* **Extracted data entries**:
▬▬▬▬▬▬▬▬▬▬

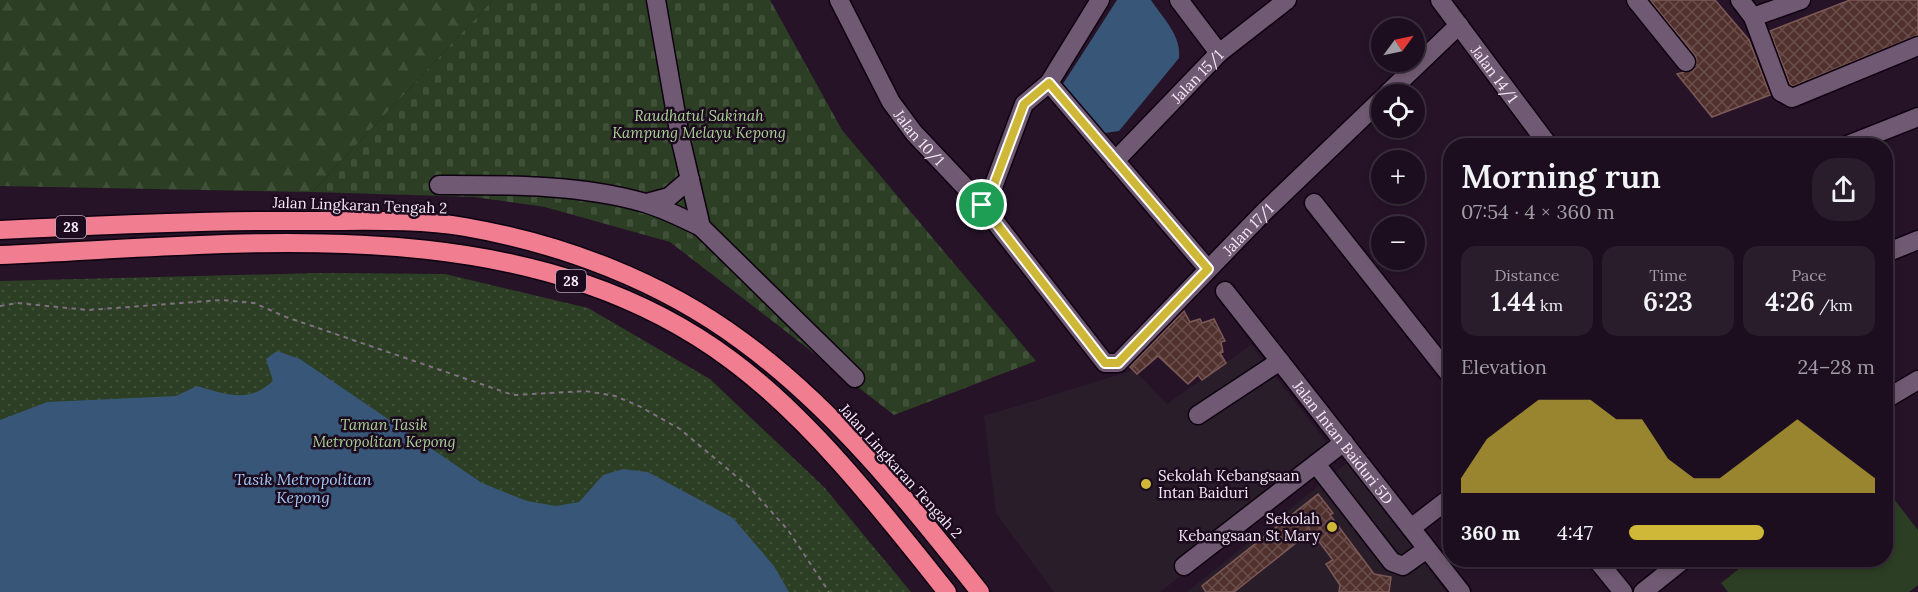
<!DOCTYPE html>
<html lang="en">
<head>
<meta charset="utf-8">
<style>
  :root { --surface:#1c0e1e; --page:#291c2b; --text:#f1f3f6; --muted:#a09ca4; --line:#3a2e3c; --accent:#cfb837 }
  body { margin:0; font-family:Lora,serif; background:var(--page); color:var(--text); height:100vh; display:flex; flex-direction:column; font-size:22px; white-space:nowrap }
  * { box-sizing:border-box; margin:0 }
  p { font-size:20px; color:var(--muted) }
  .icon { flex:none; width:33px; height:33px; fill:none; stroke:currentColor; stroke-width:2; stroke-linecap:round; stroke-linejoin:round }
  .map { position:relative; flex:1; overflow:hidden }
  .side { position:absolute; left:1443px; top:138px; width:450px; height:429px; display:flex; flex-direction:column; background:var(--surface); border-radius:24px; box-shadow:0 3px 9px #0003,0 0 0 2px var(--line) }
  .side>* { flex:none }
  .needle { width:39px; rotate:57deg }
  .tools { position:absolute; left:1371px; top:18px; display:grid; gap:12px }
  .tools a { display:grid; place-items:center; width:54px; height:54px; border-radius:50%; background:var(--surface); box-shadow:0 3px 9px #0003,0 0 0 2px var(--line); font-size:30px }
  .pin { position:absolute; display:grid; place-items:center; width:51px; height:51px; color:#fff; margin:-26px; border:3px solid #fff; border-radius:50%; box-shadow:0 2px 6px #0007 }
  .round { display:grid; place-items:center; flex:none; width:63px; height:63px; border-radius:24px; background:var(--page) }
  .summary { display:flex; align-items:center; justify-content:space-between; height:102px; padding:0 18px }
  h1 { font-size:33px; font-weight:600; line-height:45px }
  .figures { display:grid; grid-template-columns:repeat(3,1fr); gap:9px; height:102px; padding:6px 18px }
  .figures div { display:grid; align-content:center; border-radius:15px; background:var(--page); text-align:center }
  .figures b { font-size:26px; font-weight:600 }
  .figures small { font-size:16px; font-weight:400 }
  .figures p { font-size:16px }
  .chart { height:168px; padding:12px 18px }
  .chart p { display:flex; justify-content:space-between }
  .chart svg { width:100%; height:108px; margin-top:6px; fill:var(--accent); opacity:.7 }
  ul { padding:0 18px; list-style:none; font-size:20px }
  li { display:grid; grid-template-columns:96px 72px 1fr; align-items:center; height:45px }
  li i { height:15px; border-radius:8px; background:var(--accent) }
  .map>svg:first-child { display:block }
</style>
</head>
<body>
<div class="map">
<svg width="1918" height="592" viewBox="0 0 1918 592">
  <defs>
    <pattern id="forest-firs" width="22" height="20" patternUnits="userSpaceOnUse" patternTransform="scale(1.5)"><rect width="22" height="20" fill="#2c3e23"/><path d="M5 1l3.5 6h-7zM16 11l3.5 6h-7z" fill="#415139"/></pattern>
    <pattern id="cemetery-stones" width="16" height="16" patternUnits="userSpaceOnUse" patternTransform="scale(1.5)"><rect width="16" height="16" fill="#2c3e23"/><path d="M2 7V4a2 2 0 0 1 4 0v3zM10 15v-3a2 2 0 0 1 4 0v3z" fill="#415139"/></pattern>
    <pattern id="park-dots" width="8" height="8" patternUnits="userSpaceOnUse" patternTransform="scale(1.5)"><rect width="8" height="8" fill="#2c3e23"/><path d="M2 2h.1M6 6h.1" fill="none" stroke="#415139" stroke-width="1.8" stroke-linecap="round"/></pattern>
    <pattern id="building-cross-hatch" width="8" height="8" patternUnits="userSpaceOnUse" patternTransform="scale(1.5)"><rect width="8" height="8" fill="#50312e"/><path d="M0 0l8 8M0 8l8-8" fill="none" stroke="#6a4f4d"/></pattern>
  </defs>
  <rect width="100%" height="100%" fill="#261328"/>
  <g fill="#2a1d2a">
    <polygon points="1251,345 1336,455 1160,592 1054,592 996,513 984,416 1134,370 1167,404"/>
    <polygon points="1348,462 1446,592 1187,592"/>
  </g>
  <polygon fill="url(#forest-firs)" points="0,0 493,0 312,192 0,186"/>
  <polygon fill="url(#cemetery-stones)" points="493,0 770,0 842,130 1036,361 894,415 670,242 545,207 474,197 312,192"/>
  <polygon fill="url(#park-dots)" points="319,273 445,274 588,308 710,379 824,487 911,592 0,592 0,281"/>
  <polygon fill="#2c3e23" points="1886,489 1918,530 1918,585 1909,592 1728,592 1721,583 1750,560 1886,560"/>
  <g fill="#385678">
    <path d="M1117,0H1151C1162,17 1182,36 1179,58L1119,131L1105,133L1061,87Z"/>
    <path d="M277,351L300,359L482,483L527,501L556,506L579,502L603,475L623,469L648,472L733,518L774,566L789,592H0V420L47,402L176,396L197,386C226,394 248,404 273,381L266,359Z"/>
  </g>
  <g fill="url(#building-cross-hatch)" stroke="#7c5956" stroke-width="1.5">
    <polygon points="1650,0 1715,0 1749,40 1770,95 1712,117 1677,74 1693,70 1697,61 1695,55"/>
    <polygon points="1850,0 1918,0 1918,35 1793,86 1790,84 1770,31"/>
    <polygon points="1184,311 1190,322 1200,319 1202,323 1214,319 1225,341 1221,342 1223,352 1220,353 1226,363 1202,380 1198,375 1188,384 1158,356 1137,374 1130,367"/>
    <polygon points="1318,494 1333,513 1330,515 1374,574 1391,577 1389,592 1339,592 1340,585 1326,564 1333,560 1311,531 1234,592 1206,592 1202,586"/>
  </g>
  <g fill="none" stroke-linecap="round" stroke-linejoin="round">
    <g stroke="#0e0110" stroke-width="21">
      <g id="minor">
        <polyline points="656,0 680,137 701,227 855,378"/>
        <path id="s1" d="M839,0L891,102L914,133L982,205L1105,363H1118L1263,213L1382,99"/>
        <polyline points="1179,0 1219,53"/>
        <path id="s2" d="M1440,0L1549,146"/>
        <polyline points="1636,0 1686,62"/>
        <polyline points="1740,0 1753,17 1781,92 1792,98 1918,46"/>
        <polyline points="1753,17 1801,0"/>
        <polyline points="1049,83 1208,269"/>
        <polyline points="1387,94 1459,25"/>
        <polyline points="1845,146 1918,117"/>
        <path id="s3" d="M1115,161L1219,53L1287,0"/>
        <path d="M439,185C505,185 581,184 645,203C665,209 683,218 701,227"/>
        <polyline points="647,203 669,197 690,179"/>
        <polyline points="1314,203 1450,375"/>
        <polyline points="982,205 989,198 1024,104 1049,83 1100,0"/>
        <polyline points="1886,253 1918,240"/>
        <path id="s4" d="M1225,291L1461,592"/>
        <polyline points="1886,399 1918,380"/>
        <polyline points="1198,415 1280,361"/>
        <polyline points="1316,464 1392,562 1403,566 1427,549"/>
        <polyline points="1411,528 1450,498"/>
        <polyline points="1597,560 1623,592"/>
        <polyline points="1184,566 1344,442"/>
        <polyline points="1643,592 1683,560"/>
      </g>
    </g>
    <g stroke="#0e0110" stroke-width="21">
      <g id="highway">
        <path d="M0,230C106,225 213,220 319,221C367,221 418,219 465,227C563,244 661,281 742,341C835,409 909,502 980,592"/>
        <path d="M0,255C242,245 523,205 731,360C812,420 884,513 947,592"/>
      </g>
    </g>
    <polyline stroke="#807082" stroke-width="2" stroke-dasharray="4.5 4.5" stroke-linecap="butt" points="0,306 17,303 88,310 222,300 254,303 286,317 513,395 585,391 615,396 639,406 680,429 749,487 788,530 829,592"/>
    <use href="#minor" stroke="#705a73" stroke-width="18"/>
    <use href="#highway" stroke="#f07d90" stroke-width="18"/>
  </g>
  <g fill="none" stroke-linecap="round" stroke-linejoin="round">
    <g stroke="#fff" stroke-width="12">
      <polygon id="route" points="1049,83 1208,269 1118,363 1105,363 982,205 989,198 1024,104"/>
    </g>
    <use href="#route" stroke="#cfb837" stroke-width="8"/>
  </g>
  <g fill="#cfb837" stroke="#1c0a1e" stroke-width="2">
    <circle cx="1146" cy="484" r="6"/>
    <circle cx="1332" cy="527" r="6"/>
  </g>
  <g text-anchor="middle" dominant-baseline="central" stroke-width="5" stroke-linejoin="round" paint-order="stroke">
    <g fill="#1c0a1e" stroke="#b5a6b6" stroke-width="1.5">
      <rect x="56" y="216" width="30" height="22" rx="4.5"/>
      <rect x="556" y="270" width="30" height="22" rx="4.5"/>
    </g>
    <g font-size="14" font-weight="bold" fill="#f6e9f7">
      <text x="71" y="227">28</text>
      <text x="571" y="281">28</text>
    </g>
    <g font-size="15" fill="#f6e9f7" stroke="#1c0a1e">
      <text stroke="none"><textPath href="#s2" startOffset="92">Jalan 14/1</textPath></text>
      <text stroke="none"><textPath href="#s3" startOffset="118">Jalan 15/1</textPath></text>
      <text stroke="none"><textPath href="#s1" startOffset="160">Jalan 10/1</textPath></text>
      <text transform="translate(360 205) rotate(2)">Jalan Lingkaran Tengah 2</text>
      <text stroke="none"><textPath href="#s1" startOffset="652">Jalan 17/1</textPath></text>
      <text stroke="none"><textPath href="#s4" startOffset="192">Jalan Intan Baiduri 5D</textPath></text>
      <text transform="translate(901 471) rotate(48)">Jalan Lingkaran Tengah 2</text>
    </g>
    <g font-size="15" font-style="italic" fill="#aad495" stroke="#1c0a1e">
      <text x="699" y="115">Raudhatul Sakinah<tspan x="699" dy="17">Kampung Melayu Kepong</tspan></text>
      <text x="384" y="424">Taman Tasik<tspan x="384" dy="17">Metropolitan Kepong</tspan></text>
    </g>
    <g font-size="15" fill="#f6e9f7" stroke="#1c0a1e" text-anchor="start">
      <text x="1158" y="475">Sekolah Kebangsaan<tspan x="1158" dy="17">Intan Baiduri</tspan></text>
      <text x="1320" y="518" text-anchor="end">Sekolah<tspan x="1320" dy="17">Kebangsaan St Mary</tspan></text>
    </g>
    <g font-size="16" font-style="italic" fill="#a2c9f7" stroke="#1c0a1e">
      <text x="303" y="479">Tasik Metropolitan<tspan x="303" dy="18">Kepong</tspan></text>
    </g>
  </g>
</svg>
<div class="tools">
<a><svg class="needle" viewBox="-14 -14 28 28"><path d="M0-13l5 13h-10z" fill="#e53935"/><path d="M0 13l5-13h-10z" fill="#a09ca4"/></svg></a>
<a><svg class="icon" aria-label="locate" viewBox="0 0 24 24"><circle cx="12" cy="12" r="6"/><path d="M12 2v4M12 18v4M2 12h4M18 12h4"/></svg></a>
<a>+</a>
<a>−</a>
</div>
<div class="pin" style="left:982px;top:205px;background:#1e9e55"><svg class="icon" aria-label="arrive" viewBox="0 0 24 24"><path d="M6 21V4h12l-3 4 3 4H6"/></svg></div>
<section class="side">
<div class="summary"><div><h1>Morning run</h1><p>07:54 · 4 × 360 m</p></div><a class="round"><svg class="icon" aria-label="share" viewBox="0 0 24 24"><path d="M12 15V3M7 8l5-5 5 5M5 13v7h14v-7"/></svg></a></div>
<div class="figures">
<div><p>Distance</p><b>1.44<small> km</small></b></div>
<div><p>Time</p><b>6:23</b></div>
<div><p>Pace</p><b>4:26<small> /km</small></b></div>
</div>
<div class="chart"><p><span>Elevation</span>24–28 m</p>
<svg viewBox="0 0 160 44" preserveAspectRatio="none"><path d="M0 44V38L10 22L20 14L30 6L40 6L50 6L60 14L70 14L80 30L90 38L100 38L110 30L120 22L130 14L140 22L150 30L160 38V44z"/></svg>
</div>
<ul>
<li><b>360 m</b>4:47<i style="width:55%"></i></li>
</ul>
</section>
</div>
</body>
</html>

▬▬▬▬▬▬▬▬▬▬

* **Aim of the task**: Go through the entries and return each line where the word "position" occurs.

* **The completed task**:
  .map { position:relative; flex:1; overflow:hidden }
  .side { position:absolute; left:1443px; top:138px; width:450px; height:429px; display:flex; flex-direction:column; background:var(--surface); border-radius:24px; box-shadow:0 3px 9px #0003,0 0 0 2px var(--line) }
  .tools { position:absolute; left:1371px; top:18px; display:grid; gap:12px }
  .pin { position:absolute; display:grid; place-items:center; width:51px; height:51px; color:#fff; margin:-26px; border:3px solid #fff; border-radius:50%; box-shadow:0 2px 6px #0007 }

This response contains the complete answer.